● Exercise:
Please reproduce verbatim the lines below, from the first through the one with "content:''; display:block; margin:auto;".

Start of Block

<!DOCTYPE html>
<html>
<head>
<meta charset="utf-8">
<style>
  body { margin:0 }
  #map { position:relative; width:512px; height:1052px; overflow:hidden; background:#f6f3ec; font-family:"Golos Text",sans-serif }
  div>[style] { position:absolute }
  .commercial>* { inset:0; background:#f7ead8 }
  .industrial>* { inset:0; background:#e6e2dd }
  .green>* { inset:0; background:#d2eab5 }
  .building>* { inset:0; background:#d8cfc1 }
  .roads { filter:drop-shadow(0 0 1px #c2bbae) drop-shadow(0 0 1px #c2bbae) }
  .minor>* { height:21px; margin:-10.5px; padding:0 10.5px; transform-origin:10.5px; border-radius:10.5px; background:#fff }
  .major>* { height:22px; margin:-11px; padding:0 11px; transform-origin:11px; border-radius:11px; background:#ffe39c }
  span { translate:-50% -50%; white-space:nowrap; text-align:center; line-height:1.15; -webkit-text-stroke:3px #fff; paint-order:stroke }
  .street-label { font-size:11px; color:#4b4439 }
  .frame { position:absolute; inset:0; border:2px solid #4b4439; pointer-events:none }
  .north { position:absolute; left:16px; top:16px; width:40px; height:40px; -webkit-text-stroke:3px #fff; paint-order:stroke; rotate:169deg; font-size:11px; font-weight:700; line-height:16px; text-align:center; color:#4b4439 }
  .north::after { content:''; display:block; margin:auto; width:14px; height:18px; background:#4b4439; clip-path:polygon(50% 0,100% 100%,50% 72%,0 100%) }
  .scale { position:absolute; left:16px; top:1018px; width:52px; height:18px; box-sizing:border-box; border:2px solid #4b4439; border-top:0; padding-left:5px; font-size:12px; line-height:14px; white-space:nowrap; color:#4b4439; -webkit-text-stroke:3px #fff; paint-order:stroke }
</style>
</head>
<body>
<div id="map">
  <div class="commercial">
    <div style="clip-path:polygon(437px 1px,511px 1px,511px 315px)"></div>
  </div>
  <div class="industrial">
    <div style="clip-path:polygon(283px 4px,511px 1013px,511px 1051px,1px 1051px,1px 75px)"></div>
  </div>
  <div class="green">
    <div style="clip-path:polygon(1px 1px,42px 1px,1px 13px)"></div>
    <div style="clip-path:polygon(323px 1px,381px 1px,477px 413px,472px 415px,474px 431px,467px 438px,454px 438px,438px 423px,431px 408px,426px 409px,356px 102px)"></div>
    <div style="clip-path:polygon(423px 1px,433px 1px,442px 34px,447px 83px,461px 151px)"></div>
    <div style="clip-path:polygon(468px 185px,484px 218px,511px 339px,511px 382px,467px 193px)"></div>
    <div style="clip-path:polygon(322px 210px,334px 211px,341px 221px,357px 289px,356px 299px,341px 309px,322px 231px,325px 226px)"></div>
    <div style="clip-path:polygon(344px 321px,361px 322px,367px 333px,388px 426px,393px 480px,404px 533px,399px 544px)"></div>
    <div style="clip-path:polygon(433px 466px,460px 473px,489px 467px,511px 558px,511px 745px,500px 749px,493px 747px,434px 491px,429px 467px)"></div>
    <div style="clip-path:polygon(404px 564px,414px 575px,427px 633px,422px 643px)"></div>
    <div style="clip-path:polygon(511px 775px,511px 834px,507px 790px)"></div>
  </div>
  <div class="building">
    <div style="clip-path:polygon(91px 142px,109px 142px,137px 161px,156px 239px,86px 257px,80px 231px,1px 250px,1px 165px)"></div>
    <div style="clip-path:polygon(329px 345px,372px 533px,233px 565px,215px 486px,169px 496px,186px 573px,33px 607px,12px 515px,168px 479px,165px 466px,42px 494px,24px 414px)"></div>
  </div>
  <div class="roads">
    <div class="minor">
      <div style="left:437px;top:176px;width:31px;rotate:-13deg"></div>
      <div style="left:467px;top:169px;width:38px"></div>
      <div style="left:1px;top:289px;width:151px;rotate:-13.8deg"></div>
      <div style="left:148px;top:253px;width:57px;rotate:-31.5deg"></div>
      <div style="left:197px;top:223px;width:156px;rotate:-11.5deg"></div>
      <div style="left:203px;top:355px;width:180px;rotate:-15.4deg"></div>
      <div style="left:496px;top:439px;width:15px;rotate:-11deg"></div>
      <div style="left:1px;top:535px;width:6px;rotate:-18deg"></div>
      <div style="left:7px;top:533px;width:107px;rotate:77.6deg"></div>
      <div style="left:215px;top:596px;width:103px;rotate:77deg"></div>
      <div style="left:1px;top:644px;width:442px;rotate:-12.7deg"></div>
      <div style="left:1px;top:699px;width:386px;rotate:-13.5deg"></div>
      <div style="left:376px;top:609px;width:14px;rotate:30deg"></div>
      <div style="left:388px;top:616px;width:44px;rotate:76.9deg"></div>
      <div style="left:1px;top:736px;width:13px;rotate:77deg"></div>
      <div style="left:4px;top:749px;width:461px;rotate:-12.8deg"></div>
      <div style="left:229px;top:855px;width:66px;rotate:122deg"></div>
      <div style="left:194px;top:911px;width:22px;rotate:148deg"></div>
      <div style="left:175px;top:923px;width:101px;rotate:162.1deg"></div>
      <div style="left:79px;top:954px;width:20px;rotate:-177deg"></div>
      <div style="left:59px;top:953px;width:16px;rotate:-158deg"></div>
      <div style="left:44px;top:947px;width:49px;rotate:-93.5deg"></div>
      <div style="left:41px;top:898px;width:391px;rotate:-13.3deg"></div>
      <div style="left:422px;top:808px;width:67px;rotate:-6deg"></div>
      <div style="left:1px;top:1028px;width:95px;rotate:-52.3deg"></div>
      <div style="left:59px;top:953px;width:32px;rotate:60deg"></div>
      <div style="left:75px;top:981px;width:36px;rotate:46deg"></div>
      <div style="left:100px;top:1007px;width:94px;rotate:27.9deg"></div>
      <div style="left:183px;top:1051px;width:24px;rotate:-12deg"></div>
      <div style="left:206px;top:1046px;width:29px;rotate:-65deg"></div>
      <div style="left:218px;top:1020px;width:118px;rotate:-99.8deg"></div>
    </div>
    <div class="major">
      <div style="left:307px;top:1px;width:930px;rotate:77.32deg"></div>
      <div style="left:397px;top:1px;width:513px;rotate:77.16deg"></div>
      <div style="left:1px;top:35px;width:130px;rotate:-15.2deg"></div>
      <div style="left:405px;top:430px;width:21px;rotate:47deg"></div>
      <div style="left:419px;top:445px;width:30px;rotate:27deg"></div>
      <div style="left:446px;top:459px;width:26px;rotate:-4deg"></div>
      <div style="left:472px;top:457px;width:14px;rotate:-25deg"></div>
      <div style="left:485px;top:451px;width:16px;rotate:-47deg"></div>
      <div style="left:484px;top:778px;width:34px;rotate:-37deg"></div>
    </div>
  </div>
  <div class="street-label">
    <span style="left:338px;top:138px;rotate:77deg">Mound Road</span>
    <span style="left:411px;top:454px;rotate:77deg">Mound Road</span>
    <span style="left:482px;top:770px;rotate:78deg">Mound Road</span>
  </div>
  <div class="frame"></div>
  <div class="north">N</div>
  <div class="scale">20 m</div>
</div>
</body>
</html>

End of Block

● Answer space:
<!DOCTYPE html>
<html>
<head>
<meta charset="utf-8">
<style>
  body { margin:0 }
  #map { position:relative; width:512px; height:1052px; overflow:hidden; background:#f6f3ec; font-family:"Golos Text",sans-serif }
  div>[style] { position:absolute }
  .commercial>* { inset:0; background:#f7ead8 }
  .industrial>* { inset:0; background:#e6e2dd }
  .green>* { inset:0; background:#d2eab5 }
  .building>* { inset:0; background:#d8cfc1 }
  .roads { filter:drop-shadow(0 0 1px #c2bbae) drop-shadow(0 0 1px #c2bbae) }
  .minor>* { height:21px; margin:-10.5px; padding:0 10.5px; transform-origin:10.5px; border-radius:10.5px; background:#fff }
  .major>* { height:22px; margin:-11px; padding:0 11px; transform-origin:11px; border-radius:11px; background:#ffe39c }
  span { translate:-50% -50%; white-space:nowrap; text-align:center; line-height:1.15; -webkit-text-stroke:3px #fff; paint-order:stroke }
  .street-label { font-size:11px; color:#4b4439 }
  .frame { position:absolute; inset:0; border:2px solid #4b4439; pointer-events:none }
  .north { position:absolute; left:16px; top:16px; width:40px; height:40px; -webkit-text-stroke:3px #fff; paint-order:stroke; rotate:169deg; font-size:11px; font-weight:700; line-height:16px; text-align:center; color:#4b4439 }
  .north::after { content:''; display:block; margin:auto; width:14px; height:18px; background:#4b4439; clip-path:polygon(50% 0,100% 100%,50% 72%,0 100%) }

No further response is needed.